(Beginning of DATA EXTRACTS)

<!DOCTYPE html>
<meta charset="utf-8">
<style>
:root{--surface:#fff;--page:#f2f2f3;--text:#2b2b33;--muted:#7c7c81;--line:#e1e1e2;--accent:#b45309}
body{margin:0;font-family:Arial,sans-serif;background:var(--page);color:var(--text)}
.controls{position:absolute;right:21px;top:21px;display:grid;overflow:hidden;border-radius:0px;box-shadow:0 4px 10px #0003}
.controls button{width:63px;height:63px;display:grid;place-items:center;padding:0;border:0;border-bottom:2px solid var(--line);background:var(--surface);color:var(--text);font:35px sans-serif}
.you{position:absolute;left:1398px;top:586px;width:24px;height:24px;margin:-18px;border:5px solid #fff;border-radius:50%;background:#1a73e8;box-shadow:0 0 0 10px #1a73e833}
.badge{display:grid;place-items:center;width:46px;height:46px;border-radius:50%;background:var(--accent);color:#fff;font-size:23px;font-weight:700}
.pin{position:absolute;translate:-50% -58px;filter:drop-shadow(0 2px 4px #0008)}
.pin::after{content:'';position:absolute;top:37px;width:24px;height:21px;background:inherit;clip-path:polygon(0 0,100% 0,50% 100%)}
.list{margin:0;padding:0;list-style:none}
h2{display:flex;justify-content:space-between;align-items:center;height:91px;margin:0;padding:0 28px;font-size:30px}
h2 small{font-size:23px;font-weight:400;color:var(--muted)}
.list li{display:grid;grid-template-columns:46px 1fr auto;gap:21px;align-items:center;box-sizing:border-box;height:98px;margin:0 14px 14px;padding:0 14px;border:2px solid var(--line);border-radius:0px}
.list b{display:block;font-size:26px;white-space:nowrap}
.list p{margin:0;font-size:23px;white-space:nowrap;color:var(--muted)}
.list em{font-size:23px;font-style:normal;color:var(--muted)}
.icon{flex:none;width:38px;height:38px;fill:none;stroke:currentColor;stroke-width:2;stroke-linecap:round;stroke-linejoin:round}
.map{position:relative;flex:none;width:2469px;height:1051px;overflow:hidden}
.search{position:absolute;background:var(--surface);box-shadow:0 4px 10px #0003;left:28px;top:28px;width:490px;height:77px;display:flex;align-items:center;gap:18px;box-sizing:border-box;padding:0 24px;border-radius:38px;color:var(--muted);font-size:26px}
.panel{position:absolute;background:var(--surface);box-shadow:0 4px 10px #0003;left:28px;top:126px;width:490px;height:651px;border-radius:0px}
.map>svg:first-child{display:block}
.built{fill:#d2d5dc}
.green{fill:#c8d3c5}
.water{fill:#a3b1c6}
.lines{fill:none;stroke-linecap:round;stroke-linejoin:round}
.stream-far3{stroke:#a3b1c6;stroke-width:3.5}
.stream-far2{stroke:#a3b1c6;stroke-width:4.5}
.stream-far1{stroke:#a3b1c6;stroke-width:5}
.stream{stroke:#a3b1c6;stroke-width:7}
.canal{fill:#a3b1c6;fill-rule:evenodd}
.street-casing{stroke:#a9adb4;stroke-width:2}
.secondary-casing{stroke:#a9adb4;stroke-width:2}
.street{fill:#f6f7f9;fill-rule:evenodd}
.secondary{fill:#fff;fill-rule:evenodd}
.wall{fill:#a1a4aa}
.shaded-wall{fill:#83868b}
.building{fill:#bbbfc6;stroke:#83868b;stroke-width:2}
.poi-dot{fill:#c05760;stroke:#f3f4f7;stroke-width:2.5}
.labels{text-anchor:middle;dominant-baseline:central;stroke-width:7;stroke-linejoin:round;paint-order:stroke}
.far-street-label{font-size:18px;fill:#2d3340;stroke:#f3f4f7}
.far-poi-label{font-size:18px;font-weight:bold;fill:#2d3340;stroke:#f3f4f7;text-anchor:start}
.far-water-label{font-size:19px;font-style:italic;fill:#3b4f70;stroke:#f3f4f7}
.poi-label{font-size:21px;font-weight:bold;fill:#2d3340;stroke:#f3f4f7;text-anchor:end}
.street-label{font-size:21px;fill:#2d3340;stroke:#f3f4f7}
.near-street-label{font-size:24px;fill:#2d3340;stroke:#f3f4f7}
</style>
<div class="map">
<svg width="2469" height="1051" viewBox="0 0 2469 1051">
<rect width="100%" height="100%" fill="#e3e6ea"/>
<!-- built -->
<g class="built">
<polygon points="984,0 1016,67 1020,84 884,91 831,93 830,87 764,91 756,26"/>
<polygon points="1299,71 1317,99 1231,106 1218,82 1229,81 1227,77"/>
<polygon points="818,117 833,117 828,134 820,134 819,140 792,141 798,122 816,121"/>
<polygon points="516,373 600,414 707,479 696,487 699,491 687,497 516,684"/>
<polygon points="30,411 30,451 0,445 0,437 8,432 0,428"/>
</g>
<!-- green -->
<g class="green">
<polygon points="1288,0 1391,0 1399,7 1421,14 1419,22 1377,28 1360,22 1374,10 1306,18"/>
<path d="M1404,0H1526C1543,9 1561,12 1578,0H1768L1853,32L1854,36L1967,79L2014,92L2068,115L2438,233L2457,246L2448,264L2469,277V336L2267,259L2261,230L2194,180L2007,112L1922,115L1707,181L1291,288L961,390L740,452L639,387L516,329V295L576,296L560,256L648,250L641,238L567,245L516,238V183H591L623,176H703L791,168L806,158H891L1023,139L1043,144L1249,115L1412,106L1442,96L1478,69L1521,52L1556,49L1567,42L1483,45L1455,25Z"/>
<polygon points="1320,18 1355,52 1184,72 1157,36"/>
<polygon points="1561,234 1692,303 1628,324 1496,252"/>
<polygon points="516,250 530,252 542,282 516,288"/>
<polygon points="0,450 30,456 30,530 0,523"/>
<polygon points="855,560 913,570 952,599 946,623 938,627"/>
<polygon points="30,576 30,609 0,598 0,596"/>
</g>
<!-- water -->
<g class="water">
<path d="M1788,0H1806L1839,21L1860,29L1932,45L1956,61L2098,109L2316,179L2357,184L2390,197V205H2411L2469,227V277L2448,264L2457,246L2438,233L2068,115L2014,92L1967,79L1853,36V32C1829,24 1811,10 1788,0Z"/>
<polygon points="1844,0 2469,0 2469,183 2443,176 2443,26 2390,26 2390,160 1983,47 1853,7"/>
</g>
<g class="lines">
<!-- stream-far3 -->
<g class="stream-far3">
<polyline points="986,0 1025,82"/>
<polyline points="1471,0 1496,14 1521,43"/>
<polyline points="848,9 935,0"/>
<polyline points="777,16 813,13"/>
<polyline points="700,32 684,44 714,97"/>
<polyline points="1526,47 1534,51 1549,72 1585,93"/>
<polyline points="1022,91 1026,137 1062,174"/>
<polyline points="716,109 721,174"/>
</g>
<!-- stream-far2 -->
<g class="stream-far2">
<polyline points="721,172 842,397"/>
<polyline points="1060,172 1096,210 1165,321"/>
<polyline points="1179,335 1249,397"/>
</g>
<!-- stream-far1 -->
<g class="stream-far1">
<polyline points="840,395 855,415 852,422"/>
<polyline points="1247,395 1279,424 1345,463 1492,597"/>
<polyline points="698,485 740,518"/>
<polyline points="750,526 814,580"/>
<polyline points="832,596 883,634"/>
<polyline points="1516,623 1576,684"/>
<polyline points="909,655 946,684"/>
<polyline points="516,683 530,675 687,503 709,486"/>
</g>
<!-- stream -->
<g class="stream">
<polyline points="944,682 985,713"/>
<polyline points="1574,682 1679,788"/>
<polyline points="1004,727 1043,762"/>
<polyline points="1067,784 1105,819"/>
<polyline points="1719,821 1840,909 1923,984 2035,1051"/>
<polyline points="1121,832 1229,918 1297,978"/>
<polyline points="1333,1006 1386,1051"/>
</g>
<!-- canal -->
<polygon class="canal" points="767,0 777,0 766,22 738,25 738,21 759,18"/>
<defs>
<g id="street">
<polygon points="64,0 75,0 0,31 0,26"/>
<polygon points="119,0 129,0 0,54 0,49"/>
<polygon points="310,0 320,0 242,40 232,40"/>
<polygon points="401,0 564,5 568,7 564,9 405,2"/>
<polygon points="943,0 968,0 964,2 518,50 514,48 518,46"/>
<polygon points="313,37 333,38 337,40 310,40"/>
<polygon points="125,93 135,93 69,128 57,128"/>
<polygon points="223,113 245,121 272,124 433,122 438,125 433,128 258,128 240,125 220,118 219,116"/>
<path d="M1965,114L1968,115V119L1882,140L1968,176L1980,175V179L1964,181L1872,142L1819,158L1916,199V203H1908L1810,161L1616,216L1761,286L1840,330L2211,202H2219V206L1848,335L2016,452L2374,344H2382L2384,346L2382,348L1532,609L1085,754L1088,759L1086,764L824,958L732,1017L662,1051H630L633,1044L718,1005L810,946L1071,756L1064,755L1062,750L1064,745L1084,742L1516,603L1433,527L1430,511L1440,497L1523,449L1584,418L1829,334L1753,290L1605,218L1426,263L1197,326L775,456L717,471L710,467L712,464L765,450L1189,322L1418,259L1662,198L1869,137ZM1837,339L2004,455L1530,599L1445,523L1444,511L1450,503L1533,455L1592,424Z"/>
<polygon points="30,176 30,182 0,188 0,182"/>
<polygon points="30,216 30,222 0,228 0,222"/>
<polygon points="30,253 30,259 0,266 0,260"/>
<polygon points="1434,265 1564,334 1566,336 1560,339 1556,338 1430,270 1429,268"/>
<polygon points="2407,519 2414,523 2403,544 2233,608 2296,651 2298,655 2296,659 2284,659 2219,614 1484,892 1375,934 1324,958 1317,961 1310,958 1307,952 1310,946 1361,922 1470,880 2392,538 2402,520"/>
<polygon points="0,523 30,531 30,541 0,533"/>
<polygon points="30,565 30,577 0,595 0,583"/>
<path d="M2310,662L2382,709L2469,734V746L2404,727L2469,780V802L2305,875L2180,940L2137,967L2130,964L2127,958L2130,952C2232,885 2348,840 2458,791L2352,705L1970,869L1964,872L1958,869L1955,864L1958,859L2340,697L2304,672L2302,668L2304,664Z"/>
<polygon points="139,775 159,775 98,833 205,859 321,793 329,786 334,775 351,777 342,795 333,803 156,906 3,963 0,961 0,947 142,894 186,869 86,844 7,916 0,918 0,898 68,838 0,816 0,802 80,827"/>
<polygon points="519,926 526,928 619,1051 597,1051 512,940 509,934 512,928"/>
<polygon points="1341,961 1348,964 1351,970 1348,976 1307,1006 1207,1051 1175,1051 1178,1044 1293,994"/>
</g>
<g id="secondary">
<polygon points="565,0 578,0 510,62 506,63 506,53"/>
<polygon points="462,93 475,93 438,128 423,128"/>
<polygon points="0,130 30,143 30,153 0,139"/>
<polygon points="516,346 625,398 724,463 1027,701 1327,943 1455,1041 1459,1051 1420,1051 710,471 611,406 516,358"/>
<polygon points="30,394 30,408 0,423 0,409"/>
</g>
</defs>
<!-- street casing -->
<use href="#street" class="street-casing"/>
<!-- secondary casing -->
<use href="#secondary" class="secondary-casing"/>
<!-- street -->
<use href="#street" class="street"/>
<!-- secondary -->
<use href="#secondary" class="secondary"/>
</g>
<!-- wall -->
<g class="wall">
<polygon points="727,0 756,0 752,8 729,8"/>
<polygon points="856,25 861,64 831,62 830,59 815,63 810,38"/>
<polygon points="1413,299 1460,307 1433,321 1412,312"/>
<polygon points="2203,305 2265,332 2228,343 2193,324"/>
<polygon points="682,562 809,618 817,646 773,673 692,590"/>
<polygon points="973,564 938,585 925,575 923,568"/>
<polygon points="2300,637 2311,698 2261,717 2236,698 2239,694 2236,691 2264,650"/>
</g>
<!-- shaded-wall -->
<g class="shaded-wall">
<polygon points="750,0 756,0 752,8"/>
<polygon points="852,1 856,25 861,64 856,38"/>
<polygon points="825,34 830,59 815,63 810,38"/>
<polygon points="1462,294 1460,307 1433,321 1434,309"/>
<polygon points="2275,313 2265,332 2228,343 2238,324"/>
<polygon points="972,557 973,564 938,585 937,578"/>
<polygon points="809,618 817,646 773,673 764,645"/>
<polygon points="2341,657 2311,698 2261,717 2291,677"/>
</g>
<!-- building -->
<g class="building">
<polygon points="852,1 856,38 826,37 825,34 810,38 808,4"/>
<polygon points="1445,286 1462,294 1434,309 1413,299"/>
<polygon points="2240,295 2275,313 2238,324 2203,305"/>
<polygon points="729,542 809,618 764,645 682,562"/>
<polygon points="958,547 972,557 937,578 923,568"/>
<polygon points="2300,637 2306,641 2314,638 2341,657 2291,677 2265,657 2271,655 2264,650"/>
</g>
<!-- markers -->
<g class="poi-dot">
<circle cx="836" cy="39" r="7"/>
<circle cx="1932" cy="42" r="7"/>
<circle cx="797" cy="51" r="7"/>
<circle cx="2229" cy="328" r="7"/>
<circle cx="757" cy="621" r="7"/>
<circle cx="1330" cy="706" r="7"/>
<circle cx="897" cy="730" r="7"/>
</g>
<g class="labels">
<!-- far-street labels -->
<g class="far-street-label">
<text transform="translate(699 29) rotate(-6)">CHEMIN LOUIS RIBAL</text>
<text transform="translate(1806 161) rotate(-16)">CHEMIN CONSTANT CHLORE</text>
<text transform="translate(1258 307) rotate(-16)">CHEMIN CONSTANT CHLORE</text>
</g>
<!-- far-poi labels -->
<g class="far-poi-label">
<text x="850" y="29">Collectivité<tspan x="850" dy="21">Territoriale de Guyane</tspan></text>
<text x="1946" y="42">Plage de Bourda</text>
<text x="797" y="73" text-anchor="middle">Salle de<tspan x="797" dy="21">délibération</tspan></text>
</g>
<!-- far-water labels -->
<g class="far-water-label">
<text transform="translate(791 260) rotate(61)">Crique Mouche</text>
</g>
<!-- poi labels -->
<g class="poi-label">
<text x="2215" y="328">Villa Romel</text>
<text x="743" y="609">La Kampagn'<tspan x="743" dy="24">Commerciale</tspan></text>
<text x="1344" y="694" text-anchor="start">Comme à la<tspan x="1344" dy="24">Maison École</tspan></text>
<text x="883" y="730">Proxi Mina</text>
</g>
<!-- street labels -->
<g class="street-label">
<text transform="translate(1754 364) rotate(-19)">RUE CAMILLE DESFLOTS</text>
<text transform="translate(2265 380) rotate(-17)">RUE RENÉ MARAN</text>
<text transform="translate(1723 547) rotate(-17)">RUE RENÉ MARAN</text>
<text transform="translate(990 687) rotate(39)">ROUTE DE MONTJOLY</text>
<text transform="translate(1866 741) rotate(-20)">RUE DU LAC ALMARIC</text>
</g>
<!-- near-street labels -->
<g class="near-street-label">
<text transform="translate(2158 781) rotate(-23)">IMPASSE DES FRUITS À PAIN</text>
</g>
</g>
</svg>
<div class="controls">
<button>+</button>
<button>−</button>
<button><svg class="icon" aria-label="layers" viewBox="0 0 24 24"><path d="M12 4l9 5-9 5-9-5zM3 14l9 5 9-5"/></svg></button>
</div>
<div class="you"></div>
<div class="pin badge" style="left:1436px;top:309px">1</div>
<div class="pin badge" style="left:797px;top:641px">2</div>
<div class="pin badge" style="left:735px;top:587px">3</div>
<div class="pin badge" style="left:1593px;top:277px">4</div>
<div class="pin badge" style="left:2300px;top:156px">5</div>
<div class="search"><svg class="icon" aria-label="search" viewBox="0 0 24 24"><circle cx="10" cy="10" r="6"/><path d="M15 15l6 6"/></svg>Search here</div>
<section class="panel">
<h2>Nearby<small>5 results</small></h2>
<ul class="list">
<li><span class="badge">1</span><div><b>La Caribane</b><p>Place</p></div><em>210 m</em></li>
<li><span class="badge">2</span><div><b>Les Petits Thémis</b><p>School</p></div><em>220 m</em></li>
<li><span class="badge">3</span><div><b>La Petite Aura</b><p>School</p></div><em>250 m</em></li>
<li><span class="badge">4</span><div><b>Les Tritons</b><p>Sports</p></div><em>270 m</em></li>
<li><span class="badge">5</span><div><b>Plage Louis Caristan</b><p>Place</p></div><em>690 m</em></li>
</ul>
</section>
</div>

(End of DATA EXTRACTS)

**WHAT IS NEEDED**
Every line of the records that includes the word "margin" should be gathered.

**SOLUTION TO THE EXERCISE**
body{margin:0;font-family:Arial,sans-serif;background:var(--page);color:var(--text)}
.you{position:absolute;left:1398px;top:586px;width:24px;height:24px;margin:-18px;border:5px solid #fff;border-radius:50%;background:#1a73e8;box-shadow:0 0 0 10px #1a73e833}
.list{margin:0;padding:0;list-style:none}
h2{display:flex;justify-content:space-between;align-items:center;height:91px;margin:0;padding:0 28px;font-size:30px}
.list li{display:grid;grid-template-columns:46px 1fr auto;gap:21px;align-items:center;box-sizing:border-box;height:98px;margin:0 14px 14px;padding:0 14px;border:2px solid var(--line);border-radius:0px}
.list p{margin:0;font-size:23px;white-space:nowrap;color:var(--muted)}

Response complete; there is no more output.